Requirement: The records follow. Filter them to the lines that hold "padding".

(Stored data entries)

>>>

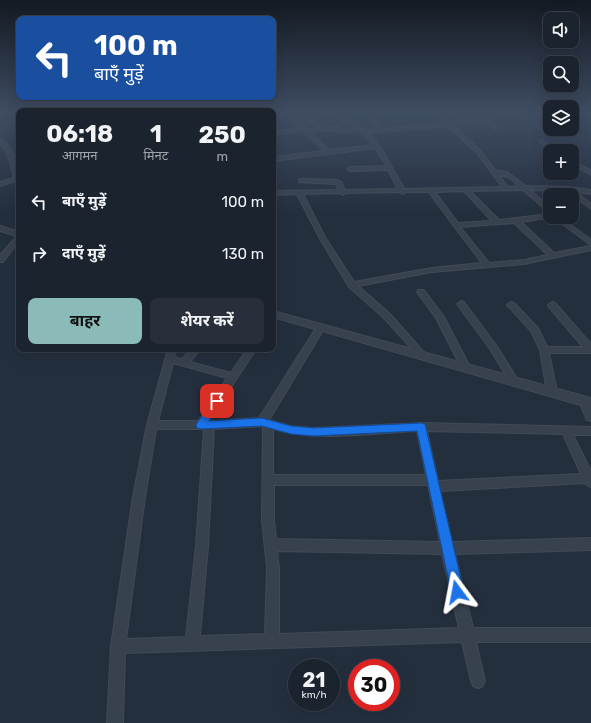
<!DOCTYPE html>
<html lang="hi">
<head>
<meta charset="utf-8">
<style>
  body { margin:0; font-family:Rubik,"Noto Sans Devanagari",sans-serif; background:#282f3a; color:#f1f3f6; height:100vh; display:flex; flex-direction:column; font-size:15px; white-space:nowrap }
  * { box-sizing:border-box; margin:0 }
  p { font-size:13px; color:#a0a4aa }
  .icon { flex:none; width:22px; height:22px; fill:none; stroke:currentColor; stroke-width:2; stroke-linecap:round; stroke-linejoin:round }
  .map { position:relative; flex:1; overflow:hidden }
  .drawer { position:absolute; left:16px; top:108px; width:260px; height:244px; display:flex; flex-direction:column; background:#1b232e; border-radius:8px; box-shadow:0 4px 16px #0002,0 0 0 1px #39404a }
  .drawer>* { flex:none }
  .hud { position:absolute; left:16px; top:16px; width:260px; height:84px; border-radius:8px; box-shadow:0 4px 16px #0002,0 0 0 1px #39404a; background:#1a4fa0; color:#fff; overflow:hidden }
  .fabs { position:absolute; left:543px; top:12px; display:grid; gap:8px }
  .fabs a { display:grid; place-items:center; width:36px; height:36px; border-radius:8px; background:#1b232e; box-shadow:0 4px 16px #0002,0 0 0 1px #39404a; font-size:20px }
  .speed { position:absolute; left:288px; top:659px; display:flex; gap:8px; font-size:20px; font-weight:700; text-align:center }
  .speed>* { display:grid; place-content:center; width:52px; height:52px; border-radius:50%; background:#1b232e; box-shadow:0 4px 16px #0002,0 0 0 1px #39404a; line-height:1 }
  .speed small { font-size:10px; font-weight:400 }
  .speed .limit { border:6px solid #d22; background:#fff; color:#111 }
  .pin { position:absolute; display:grid; place-items:center; width:34px; height:34px; color:#fff; margin:-17px; border-radius:8px; box-shadow:0 2px 6px #0006 }
  .me { position:absolute; width:44px; margin:-22px; rotate:347deg; stroke-linejoin:round; filter:drop-shadow(0 0 3px #0008) }
  .turn { display:flex; align-items:center; gap:14px; height:84px; padding:0 12px; font-size:18px }
  .turn .icon { width:52px; height:52px; stroke-width:2.5 }
  .turn b { display:block; font-size:28px; line-height:34px }
  .eta { display:flex; justify-content:space-evenly; align-items:center; height:68px; text-align:center }
  .eta b { font-size:24px; font-weight:700; line-height:28px }
  .action { display:flex; gap:8px; margin-top:auto; padding:8px 12px }
  .action a { flex:1; height:46px; border-radius:8px; background:#8bbbb9; color:#111; font-size:16px; font-weight:700; line-height:46px; text-align:center }
  .action a+a { background:#282f3a; color:#f1f3f6 }
  ul { padding:0; list-style:none }
  li { display:flex; align-items:center; gap:12px; height:52px; padding:0 12px }
  li div { flex:1 }
  li b { display:block; font-size:15px }
  li em { font-style:normal }
  .map>svg:first-child { display:block }
  .lines { fill:none; stroke-linecap:round; stroke-linejoin:round }
  .minor-casing { stroke:#414a57; stroke-width:2 }
  .tertiary-casing { stroke:#414a57; stroke-width:2 }
  .minor { fill:#38414e; fill-rule:evenodd }
  .tertiary { fill:#38414e; fill-rule:evenodd }
  .route { fill:#1a73e8; stroke:#114b97 }
</style>
</head>
<body>
<div class="map">
<svg width="591" height="723" viewBox="0 0 591 723">
  <rect width="100%" height="100%" fill="#242f3e"/>
  <g class="lines">
    <g class="minor-casing">
      <g id="minor">
        <path d="M0,112H4L0,115Z"/>
        <path d="M285,112H290L299,120L314,119L325,128L335,127L344,130L357,128L345,121L324,112H330L349,119L365,130L378,129L365,112H369L383,129L446,123L435,112H440L451,122L509,112H519L553,132L549,133L516,114L487,119L497,127V128L495,129L482,120L453,125L481,151L495,170L507,172L526,186L569,187L591,190V194L576,192L591,204V209L568,191L530,190L550,208V213L523,190L470,191L499,220L550,214V217H552L521,222L554,253L591,246V250L524,264L432,272L358,286L390,314L428,357L424,360L421,359L384,318L349,287L319,237L297,194L273,195V191L339,190L336,184L299,182V180L301,179L338,180L341,182L345,190L398,189L388,170L350,171L347,169L350,167L387,166L375,148L273,161V157L324,151L304,131L277,134L276,143L273,145V129L276,131L301,128ZM311,122L320,128L308,129L301,123ZM448,126L477,153L502,187L404,189L383,151L368,133ZM334,130L343,133L360,131L373,145L329,150L311,132ZM498,174L510,178L519,186L508,187ZM464,191L492,221L458,223L435,192ZM400,192L403,194L406,192H429L456,229L482,263L432,268L354,282L325,237L303,194L340,193L343,195L346,193ZM514,223L548,255L524,260L489,263L460,227Z"/>
        <path d="M579,112H585L591,115V118Z"/>
        <path d="M558,129H565V130L563,131Z"/>
        <path d="M0,139C13,145 19,167 19,180L0,186V182L14,178C11,166 9,152 0,144Z"/>
        <path d="M539,140H543L556,151H550L539,142Z"/>
        <path d="M572,160L591,171V175L572,164Z"/>
        <path d="M553,217H560L591,240V245Z"/>
        <path d="M19,235V241L3,262H0V255L17,236Z"/>
        <path d="M418,290H424L444,317L471,369L469,371H463L436,318L417,292Z"/>
        <path d="M461,301L464,302L498,348L519,382L517,384H511L492,352L457,304Z"/>
        <path d="M511,302L514,303L538,328L547,347H583L549,307L548,305L552,302L555,303L591,344V353H549L557,392L555,395H549L547,392L540,350L531,331L507,305Z"/>
        <path d="M321,324L325,327L269,420L291,426L314,428L421,423L591,427V435H573L591,471V487L587,485L586,483L440,491L452,542L591,538V550L455,554L473,628H591V642H476L485,681L483,686L478,688L473,686L471,681L462,642L125,653L123,723H107L111,646L133,497L147,425L168,349H176L174,357L182,359L191,349H200L190,362L231,373L247,349H256L209,421L259,418L318,325ZM173,363L227,378L198,421H158ZM263,426L262,520L267,568L265,634L200,636L208,546L214,429ZM156,429H204L196,546L186,637L126,639L145,497ZM273,429C318,442 370,433 417,431L426,475H273ZM427,431L563,434L581,474L438,481ZM274,485H428L440,542L276,539L274,520ZM277,551L442,554L459,628L279,634V568Z"/>
        <path d="M584,397L587,398L591,406V421L587,420L579,401L581,398Z"/>
      </g>
    </g>
    <g class="tertiary-casing">
      <g id="tertiary">
        <path d="M0,226L19,232V237L0,231Z"/>
        <path d="M273,311L591,398V408L273,317Z"/>
      </g>
    </g>
    <use href="#minor" class="minor"/>
    <use href="#tertiary" class="tertiary"/>
  </g>
  <linearGradient id="sky" x2="0" y2="1"><stop stop-color="#141a22"/><stop offset="0.53" stop-color="#3f4d63"/><stop offset="1" stop-color="#3f4d63" stop-opacity="0"/></linearGradient>
  <rect width="591" height="213" fill="url(#sky)"/>
  <path class="route" d="M217,397L221,399L222,401L209,421L262,418L291,426L314,428L421,423L425,424L464,592L462,596L457,598L452,596L451,592L417,431L314,436L291,434L262,426L201,429L197,428L196,425L197,423L214,399Z"/>
</svg>
<div class="fabs">
<a><svg class="icon" aria-label="sound" viewBox="0 0 24 24"><path d="M4 9h4l5-4v14l-5-4H4zM17 9q2 3 0 6"/></svg></a>
<a><svg class="icon" aria-label="search" viewBox="0 0 24 24"><circle cx="10" cy="10" r="6"/><path d="M15 15l6 6"/></svg></a>
<a><svg class="icon" aria-label="layers" viewBox="0 0 24 24"><path d="M12 4l9 5-9 5-9-5zM3 14l9 5 9-5"/></svg></a>
<a>+</a>
<a>−</a>
</div>
<div class="speed"><div>21<small>km/h</small></div><div class="limit">30</div></div>
<div class="pin" style="left:217px;top:401px;background:#d93025"><svg class="icon" aria-label="arrive" viewBox="0 0 24 24"><path d="M6 21V4h12l-3 4 3 4H6"/></svg></div>
<svg class="me" style="left:457px;top:592px" viewBox="-20 -20 40 40"><path d="M0-17L14 15 0 8-14 15z" fill="#1a73e8" stroke="#fff" stroke-width="4"/></svg>
<div class="hud">
<div class="turn"><svg class="icon" aria-label="left" viewBox="0 0 24 24"><path d="M17 20v-9H6M10 6l-5 5 5 5"/></svg><div><b>100 m</b>बाएँ मुड़ें</div></div>
</div>
<section class="drawer">
<div class="eta">
<div><b>06:18</b><p>आगमन</p></div>
<div><b>1</b><p>मिनट</p></div>
<div><b>250</b><p>m</p></div>
</div>
<ul>
<li><svg class="icon" aria-label="left" viewBox="0 0 24 24"><path d="M17 20v-9H6M10 6l-5 5 5 5"/></svg><div><b>बाएँ मुड़ें</b></div><em>100 m</em></li>
<li><svg class="icon" aria-label="right" viewBox="0 0 24 24"><path d="M7 20v-9h11M14 6l5 5-5 5"/></svg><div><b>दाएँ मुड़ें</b></div><em>130 m</em></li>
</ul>
<div class="action"><a>बाहर</a><a>शेयर करें</a></div>
</section>
</div>
</body>
</html>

<<<

Output below:
  .turn { display:flex; align-items:center; gap:14px; height:84px; padding:0 12px; font-size:18px }
  .action { display:flex; gap:8px; margin-top:auto; padding:8px 12px }
  ul { padding:0; list-style:none }
  li { display:flex; align-items:center; gap:12px; height:52px; padding:0 12px }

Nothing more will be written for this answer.